Sophie had 3 hours of classes a day. She too was well-placed for confidence-building. She was doing the Junior Institute for "first-time enrollees under 7 and in the first half of Book 1." While she had moved into the 2nd half of Book 1 since registering, and was therefore the most advanced kid in two of her classes, it was the right place for her since she'd never had a lesson or group class with anyone other than her mom or grandma. She loved her group class which was run by a truly gifted teacher who was unrelenting in his expectations. I couldn't believe that the kids were enjoying themselves... he worked them so hard, insisted they toe the line (literally and figuratively) and had them repeat things like standing up and sitting down like a drill sargeant until they were perfect. But the kids loved working hard for him. This particular teacher is an internet friend of mine, and is very unschooling-friendly and child-centred, yet was able to pull this motley group of 4-through-12-year-olds together through leadership rather than coercion. Amazing!

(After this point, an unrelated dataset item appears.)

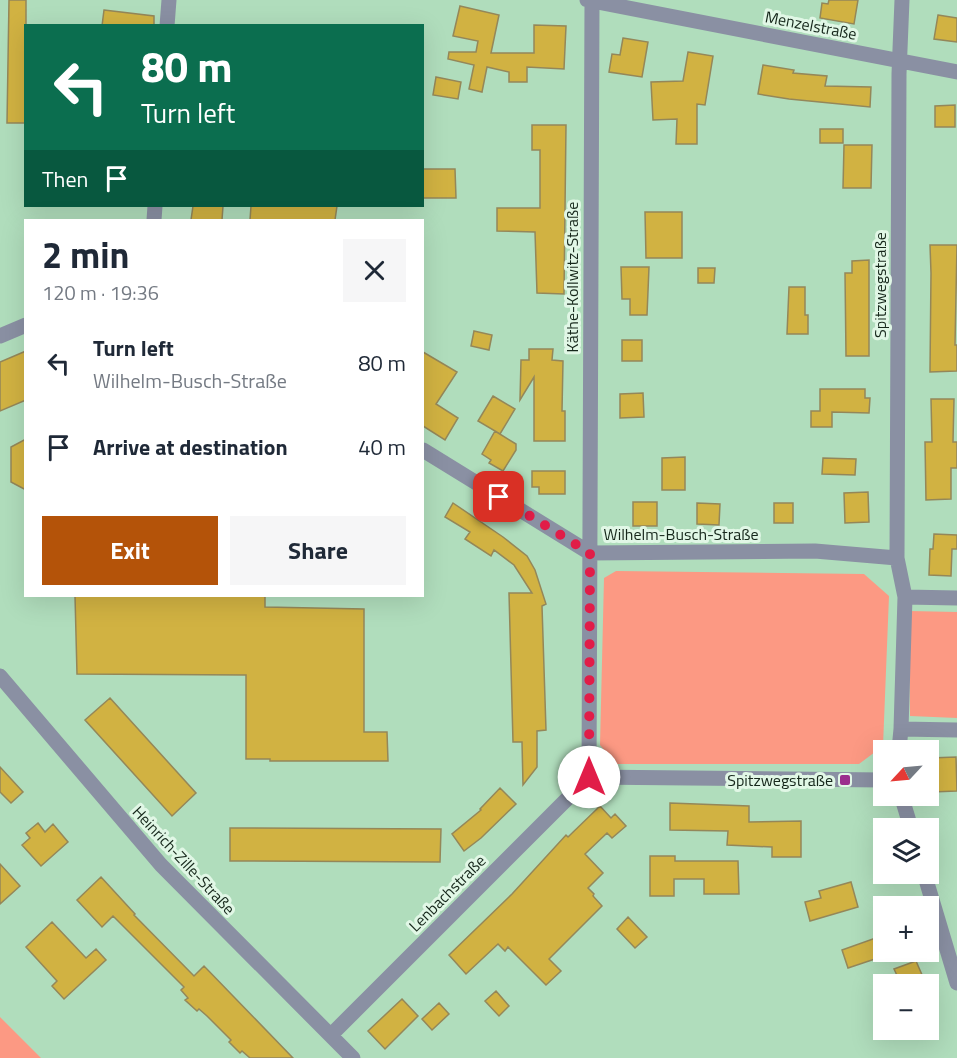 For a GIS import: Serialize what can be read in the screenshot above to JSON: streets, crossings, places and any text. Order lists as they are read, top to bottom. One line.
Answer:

The social activities were low-key and enjoyable. The institute was friendly and warm. We really really enjoyed it. Chuck spent lots of time being the "Suzuki parent in loco" for Noah and also sometimes for Sophie, and really liked being able to be involved. Fiona survived just fine, napping on my shoulder, making countless recreational trips to the washrooms and drinking fountains, watching, singing, smiling.